# Tamron 45mm 1.8 Canon 5d Mark IV



## rpritch (Sep 20, 2017)

I just purchased the Tamron 45mm f/1.8 and I am a bit confused. When shot between f/1.8 and f2.5 there is a black ring around the photo--and I am not referring to vignetting. It is literally a black circle. Can someone please help me trouble-shoot this? The phenomenon does not occur on my 7d mark II.


----------



## ajfotofilmagem (Sep 20, 2017)

Enter the camera menu (or RAW processing software), and turn off lens correction, this phenomenon should disappear.


----------



## rpritch (Sep 20, 2017)

Thank you for the help. Could you explain why this is an issue on the 5d mark IV and not the 7d mark ii. I did as you suggested and the issue resolved itself. Is this simply indicative of a programing issue on my camera? Would a firmware update handle the issue? It was a preordered camera that has not been updated since the time of purchase.


----------



## Ryananthony (Sep 20, 2017)

I believe it is your lens that needs updating, not the camera.


----------



## Antono Refa (Sep 20, 2017)

rpritch said:


> Thank you for the help. Could you explain why this is an issue on the 5d mark IV and not the 7d mark ii. I did as you suggested and the issue resolved itself. Is this simply indicative of a programming issue on my camera? Would a firmware update handle the issue? It was a preordered camera that has not been updated since the time of purchase.

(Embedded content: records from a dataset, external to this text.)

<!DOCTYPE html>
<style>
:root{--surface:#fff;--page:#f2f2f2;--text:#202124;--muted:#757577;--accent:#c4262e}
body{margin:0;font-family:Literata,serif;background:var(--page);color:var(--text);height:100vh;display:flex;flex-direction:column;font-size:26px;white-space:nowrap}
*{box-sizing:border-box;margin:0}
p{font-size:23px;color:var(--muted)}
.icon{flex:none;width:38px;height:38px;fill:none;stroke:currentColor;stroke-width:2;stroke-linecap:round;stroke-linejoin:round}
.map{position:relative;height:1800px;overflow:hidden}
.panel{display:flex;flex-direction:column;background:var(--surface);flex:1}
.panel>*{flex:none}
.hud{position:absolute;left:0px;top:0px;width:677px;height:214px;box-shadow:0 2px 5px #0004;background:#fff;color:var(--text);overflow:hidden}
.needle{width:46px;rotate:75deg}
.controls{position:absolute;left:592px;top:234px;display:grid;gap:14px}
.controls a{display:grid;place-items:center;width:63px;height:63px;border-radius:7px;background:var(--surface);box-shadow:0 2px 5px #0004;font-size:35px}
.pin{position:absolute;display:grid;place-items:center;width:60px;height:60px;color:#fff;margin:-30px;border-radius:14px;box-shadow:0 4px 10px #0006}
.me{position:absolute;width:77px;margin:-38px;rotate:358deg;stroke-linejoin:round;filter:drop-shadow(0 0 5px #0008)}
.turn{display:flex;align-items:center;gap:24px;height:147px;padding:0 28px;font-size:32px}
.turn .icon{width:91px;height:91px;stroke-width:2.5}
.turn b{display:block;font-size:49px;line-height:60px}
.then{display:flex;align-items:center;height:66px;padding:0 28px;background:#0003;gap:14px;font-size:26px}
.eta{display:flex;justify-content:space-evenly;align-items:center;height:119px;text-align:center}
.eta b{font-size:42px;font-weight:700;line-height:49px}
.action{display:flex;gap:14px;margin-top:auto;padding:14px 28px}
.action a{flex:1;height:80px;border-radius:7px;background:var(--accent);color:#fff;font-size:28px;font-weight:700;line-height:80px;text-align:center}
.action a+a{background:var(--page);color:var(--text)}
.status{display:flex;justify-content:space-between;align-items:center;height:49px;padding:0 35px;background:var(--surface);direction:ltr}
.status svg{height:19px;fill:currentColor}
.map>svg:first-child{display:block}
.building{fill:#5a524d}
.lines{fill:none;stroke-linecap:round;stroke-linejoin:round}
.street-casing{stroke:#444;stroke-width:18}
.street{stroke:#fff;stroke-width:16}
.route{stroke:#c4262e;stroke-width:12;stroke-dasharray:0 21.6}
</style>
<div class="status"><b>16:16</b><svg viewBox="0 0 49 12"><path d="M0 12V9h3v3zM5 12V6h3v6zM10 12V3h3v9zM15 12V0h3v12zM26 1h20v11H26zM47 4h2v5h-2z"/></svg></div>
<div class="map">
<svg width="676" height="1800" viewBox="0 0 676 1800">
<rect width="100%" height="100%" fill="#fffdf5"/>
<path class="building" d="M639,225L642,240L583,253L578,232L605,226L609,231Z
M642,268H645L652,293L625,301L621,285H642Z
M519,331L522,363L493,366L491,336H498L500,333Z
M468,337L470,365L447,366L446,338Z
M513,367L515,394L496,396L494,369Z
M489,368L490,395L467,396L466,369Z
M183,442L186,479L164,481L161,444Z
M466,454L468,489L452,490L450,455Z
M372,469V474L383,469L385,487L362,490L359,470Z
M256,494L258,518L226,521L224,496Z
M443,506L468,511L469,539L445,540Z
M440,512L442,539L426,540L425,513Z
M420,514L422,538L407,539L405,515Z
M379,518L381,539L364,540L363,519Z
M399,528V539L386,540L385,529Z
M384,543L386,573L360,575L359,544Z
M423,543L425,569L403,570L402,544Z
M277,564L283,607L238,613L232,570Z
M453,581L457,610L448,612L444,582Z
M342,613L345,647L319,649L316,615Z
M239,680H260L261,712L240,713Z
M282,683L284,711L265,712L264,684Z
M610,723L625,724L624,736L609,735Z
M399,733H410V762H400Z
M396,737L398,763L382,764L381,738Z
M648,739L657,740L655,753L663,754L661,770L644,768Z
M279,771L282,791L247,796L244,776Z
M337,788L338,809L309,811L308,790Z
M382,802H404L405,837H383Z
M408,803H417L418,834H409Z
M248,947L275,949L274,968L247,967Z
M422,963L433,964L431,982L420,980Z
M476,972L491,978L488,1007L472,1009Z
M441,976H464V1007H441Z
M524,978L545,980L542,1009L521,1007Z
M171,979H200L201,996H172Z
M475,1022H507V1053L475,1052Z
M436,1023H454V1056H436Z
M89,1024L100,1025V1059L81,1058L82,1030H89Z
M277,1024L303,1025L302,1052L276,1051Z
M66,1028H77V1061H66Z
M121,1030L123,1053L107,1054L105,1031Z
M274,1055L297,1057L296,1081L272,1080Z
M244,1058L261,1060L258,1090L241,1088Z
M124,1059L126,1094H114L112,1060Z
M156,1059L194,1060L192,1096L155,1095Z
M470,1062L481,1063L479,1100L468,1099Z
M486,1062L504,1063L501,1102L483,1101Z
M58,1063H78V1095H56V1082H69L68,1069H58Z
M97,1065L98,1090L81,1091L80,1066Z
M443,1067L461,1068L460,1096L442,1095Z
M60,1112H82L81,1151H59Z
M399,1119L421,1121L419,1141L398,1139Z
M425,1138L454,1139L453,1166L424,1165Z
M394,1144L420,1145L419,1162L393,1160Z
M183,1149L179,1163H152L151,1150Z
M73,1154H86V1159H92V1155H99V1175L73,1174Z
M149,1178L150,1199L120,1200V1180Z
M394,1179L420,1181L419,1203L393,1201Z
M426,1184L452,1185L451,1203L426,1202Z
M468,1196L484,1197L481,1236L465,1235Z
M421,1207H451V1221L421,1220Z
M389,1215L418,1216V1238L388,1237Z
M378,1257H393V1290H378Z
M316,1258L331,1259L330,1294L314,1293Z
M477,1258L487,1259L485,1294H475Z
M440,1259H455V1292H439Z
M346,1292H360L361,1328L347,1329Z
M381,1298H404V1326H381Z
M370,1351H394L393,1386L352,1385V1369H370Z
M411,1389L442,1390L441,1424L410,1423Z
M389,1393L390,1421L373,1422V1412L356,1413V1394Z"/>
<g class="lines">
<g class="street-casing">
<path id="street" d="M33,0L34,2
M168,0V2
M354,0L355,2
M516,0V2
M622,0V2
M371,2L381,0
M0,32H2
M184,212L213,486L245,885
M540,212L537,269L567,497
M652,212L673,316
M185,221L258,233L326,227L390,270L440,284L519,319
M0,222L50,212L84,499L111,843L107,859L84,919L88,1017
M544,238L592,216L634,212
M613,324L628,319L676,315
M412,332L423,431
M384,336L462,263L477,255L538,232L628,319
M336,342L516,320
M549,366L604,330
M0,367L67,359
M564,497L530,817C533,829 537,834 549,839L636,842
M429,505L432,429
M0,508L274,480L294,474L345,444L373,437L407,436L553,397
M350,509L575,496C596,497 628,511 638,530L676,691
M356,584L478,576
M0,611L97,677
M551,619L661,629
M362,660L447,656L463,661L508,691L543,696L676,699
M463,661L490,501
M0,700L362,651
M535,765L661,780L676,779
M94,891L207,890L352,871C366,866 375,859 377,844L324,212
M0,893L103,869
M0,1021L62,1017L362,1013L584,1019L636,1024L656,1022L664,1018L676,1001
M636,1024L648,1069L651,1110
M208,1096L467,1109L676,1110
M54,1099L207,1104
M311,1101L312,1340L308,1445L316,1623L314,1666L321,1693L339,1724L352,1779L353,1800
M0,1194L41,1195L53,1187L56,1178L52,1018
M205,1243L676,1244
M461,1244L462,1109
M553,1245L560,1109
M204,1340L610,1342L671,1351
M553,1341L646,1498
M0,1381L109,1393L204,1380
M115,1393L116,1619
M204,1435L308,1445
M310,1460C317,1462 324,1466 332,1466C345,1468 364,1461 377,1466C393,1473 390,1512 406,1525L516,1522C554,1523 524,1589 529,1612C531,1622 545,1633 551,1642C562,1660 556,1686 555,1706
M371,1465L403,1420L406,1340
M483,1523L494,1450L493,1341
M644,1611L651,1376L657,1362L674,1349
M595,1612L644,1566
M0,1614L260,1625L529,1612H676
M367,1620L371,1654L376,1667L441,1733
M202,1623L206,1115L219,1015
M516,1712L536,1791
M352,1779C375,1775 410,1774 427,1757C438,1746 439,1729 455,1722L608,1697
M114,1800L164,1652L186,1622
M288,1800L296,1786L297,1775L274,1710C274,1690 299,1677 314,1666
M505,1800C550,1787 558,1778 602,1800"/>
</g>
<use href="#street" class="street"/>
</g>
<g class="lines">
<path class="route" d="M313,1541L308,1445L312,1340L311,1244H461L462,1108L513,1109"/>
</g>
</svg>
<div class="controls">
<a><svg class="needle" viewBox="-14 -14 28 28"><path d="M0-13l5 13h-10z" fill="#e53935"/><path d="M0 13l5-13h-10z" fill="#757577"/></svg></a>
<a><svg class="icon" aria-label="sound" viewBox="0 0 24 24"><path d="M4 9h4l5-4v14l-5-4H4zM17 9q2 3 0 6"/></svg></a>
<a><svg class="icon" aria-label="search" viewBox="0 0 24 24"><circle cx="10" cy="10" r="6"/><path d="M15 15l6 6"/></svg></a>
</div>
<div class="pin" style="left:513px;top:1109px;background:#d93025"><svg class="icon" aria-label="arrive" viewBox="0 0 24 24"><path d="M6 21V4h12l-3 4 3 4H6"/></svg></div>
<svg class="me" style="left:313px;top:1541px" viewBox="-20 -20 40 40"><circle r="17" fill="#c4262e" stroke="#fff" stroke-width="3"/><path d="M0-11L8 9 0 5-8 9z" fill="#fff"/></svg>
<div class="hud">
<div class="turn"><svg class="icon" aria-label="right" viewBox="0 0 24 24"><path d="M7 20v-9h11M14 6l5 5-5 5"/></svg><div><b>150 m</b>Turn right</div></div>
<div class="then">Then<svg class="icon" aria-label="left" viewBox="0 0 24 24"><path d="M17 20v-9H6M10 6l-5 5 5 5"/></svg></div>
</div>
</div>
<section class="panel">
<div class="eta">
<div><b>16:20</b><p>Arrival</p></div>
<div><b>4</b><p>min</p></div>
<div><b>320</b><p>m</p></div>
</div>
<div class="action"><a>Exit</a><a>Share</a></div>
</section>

Canon cameras have profiles that correct lenses' optical imperfections, such as vignetting. Canon includes profiles only for its own lenses, not 3rd party lenses. In order to work as smoothly as possible, 3rd party manufacturers make the lenses pretend to be a similar Canon lenses.

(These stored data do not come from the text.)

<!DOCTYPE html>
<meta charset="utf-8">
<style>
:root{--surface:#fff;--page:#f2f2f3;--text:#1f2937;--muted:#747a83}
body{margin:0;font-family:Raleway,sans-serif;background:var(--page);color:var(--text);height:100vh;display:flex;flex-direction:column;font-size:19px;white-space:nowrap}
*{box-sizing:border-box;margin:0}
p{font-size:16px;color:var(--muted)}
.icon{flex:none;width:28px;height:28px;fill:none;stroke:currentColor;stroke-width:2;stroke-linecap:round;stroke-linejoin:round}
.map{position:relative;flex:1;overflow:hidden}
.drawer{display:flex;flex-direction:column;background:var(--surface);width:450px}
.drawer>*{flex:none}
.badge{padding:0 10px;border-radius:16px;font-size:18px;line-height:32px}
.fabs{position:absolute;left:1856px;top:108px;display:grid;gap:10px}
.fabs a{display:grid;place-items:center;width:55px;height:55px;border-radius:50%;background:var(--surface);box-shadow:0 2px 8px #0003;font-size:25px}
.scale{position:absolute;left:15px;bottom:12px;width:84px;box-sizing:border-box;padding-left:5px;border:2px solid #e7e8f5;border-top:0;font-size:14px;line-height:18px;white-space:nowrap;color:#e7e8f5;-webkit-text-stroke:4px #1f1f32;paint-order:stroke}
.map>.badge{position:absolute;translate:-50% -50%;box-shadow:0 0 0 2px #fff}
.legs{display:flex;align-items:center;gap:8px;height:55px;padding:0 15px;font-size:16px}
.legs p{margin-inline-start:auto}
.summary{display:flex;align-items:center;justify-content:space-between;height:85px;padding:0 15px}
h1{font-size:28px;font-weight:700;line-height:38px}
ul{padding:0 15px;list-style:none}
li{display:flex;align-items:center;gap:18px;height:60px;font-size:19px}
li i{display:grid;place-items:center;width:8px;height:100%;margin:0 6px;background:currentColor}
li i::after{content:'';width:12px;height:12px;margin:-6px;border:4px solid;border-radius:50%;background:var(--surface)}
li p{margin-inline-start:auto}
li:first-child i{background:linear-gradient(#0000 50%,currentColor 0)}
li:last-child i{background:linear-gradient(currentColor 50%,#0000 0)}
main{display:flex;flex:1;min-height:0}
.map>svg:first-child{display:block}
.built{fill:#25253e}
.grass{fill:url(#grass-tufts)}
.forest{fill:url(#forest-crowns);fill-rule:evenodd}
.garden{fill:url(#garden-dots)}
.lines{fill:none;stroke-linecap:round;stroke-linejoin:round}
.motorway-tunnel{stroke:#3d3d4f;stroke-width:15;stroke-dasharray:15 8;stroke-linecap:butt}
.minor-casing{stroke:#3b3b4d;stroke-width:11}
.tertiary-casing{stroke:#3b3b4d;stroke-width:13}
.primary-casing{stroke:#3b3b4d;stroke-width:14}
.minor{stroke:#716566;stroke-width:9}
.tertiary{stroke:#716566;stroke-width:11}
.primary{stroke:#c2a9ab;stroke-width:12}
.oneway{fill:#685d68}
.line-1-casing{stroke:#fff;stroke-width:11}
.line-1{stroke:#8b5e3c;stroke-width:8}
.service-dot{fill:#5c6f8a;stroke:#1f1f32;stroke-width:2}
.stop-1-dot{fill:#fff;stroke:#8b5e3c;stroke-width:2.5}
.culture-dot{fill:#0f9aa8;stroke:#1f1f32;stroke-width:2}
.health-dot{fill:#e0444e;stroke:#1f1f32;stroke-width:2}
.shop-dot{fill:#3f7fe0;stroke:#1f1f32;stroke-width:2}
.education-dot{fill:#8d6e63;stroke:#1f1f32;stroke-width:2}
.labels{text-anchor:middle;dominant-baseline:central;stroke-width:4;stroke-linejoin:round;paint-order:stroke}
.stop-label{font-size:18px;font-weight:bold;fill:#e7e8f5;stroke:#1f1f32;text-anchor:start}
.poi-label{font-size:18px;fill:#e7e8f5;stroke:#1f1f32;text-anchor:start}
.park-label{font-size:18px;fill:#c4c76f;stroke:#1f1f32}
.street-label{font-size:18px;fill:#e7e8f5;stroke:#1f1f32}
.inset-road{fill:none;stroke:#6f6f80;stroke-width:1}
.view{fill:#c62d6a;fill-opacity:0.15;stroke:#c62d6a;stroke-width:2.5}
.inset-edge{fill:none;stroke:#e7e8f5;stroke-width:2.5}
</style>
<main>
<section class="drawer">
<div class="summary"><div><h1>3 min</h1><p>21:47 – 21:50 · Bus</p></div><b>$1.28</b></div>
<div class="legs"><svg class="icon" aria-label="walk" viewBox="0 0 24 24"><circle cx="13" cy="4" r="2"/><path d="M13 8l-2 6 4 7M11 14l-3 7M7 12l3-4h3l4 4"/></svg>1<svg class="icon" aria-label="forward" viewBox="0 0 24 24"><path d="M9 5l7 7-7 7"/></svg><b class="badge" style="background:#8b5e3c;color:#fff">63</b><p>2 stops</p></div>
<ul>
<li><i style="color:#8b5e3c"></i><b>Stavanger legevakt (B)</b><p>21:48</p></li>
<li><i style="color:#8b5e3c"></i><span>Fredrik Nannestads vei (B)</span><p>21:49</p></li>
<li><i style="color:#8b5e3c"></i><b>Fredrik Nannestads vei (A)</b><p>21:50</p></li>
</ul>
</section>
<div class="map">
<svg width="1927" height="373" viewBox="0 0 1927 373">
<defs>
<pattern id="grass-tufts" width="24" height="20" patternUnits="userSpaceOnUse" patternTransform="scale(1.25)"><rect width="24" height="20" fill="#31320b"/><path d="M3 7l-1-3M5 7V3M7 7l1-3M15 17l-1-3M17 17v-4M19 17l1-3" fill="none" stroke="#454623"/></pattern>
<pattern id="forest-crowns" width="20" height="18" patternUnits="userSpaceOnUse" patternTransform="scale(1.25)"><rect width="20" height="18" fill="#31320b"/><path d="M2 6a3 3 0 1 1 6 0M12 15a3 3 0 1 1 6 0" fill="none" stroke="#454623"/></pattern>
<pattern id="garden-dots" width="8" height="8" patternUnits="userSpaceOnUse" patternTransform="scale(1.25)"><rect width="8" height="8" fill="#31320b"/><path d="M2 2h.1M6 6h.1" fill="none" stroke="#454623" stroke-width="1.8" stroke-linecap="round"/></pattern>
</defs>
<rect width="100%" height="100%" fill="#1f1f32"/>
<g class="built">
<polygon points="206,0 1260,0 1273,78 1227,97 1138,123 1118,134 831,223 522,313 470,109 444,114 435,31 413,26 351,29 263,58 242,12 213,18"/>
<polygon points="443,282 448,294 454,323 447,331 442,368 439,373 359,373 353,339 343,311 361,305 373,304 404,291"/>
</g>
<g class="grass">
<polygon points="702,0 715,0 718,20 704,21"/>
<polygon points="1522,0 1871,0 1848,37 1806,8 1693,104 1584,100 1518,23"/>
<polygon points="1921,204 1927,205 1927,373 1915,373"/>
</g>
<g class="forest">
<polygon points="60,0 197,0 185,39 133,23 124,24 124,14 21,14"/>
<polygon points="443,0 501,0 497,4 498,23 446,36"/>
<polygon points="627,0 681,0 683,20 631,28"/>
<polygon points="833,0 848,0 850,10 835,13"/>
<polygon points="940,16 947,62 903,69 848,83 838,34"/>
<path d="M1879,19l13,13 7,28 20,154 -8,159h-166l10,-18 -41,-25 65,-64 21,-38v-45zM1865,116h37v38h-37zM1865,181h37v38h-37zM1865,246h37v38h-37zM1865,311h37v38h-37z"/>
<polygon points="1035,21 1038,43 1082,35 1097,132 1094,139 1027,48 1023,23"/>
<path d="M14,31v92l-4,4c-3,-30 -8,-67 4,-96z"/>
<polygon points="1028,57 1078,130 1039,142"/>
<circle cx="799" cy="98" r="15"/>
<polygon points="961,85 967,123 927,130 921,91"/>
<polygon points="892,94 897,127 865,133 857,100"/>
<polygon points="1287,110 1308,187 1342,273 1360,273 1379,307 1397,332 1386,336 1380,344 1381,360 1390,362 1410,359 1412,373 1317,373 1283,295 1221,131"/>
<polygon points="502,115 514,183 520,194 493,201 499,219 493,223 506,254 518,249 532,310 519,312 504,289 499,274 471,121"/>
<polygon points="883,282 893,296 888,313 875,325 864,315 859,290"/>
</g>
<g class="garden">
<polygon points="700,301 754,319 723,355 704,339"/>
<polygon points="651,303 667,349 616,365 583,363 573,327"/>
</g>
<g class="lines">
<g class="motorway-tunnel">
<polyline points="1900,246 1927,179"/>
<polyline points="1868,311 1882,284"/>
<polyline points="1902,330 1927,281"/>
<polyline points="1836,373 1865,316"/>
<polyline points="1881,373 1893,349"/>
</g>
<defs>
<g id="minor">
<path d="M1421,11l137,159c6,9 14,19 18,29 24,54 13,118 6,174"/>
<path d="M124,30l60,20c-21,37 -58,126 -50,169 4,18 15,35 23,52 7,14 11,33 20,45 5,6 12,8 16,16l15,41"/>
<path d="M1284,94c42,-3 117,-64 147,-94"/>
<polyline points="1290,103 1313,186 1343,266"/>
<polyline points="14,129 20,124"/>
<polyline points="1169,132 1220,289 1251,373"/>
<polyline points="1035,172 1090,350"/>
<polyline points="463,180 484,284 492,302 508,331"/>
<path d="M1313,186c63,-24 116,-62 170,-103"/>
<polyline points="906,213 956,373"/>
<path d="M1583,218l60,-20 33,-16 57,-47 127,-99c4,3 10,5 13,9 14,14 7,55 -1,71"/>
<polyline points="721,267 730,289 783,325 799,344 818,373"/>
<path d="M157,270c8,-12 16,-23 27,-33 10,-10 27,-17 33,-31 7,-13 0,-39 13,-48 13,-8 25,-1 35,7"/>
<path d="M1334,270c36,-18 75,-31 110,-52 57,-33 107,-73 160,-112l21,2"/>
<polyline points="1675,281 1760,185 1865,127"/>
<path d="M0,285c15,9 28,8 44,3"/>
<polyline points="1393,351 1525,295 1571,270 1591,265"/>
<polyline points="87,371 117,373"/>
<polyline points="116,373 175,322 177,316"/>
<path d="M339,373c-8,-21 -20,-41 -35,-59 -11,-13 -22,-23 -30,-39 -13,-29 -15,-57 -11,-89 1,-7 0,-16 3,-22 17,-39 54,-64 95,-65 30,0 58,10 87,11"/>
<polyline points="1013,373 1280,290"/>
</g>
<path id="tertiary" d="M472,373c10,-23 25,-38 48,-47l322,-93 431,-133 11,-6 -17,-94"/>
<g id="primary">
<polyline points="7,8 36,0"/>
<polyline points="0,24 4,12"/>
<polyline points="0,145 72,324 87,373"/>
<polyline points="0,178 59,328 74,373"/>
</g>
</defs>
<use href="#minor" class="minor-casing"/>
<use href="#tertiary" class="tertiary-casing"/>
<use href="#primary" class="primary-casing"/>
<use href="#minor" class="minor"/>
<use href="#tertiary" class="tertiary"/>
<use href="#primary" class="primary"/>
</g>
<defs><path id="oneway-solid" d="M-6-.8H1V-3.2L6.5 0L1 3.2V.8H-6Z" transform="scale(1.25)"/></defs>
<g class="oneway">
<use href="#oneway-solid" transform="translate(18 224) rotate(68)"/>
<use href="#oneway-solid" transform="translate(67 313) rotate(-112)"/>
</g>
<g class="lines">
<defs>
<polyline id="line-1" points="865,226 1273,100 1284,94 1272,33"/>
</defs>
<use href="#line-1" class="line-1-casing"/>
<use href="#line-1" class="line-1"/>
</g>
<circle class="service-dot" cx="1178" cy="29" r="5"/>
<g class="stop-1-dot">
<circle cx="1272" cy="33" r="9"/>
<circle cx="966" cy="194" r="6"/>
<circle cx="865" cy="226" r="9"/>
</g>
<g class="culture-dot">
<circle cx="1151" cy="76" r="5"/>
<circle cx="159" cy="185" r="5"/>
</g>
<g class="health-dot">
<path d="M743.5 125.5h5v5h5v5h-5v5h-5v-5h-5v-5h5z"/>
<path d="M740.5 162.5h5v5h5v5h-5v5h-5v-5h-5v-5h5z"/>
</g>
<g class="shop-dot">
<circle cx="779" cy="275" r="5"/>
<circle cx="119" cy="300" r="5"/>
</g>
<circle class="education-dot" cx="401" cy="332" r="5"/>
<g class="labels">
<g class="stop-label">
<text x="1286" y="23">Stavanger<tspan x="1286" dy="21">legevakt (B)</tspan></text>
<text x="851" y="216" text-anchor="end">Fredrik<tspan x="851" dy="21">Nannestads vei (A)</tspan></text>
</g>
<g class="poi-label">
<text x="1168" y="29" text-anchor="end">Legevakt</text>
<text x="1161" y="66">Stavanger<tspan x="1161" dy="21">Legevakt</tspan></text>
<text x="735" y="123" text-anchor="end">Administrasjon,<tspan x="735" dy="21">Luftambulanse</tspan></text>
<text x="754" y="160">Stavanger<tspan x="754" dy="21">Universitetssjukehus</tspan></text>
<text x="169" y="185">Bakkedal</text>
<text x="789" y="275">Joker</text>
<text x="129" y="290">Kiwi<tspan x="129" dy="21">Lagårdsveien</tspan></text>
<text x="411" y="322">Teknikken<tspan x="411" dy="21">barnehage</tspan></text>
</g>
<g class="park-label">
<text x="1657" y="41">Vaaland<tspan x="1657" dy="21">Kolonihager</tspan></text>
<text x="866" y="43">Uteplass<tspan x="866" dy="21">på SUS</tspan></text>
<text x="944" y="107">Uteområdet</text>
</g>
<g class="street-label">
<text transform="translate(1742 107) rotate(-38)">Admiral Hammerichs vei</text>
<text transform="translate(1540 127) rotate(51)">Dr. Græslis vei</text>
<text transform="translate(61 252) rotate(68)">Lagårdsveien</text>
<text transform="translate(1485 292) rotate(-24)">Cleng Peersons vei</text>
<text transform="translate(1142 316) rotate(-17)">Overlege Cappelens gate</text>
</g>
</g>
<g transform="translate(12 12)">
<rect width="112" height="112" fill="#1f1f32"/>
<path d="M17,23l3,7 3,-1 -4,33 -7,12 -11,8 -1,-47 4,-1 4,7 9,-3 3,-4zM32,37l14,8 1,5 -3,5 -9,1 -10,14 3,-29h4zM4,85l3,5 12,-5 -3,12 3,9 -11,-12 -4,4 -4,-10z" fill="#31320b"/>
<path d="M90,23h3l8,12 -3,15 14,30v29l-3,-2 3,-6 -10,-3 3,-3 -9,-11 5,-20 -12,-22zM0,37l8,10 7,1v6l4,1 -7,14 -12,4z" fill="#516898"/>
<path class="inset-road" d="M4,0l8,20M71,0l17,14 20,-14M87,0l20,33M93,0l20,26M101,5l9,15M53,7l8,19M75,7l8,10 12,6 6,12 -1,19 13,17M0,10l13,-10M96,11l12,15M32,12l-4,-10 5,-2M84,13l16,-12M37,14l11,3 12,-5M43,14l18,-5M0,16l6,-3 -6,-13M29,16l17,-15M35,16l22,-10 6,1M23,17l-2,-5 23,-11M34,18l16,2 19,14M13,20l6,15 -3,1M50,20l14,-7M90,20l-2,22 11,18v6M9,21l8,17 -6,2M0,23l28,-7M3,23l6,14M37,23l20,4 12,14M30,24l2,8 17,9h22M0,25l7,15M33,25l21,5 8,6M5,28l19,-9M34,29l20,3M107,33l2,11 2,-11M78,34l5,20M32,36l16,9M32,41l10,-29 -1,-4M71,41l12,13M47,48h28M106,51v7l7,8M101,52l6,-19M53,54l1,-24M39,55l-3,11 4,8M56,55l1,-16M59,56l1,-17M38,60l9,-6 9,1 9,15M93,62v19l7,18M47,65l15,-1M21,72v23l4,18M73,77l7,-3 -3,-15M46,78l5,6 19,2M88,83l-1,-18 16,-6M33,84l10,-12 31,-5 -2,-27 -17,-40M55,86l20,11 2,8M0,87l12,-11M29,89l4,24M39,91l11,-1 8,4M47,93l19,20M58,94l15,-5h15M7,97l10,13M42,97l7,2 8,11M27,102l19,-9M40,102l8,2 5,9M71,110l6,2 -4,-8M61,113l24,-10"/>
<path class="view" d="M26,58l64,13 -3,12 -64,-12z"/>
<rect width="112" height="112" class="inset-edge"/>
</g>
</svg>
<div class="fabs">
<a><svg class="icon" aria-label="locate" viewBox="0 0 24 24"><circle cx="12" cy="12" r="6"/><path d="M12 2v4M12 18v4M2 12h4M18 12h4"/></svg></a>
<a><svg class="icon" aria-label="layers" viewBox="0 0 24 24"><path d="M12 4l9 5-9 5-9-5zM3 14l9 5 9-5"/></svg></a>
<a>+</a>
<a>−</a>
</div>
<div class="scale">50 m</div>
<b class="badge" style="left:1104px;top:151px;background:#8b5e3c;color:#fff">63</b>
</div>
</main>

Problems arise because the lenses are similar, but not identical. In this case the Tamron 45mm vignettes differently from whichever lens it pretends to be, so the body applies the wrong amount of vignette correction, causing the ring to appear.

As can be seen in the photo, the vignette appears on the edge of FF image. Apparently the vignetting is close enough in the center of the image for the correction to work for the problem not to occur on crop (APS-C) sensors.

A firmware upgrade will not solve the problem, because Canon does not include profiles for 3rd party lenses, so the same profile would be applied, leading to the same effect.


----------



## rpritch (Sep 20, 2017)

Thank you for such a thorough response. Can I ask why this is not a more common problem then? I scoured the internet for similar situations and the best I could find was a Sigma 50 f/1.4 on a 5d mark iii. Why haven't others had the same experience with this combination?

Thanks again!


----------



## Drum (Sep 20, 2017)

It has been a widely recorded problem, for a lot of the Sigma Art series lenses. I'm surprised you only found the 50mm having the problem. As said in a previous post its the lens correction setting in the camera that needs to be turned off and not the lens needing an update.


----------



## rpritch (Sep 20, 2017)

Thanks. Changing the settings worked, so I appreciate your help. I just wanted to get a better understanding as to why this was the case. 

Very helpful, all of you. Thanks again!


----------



## e_honda (Sep 22, 2017)

I can confirm this same problem also exists on the Tamron 85mm 1.8 VC.


----------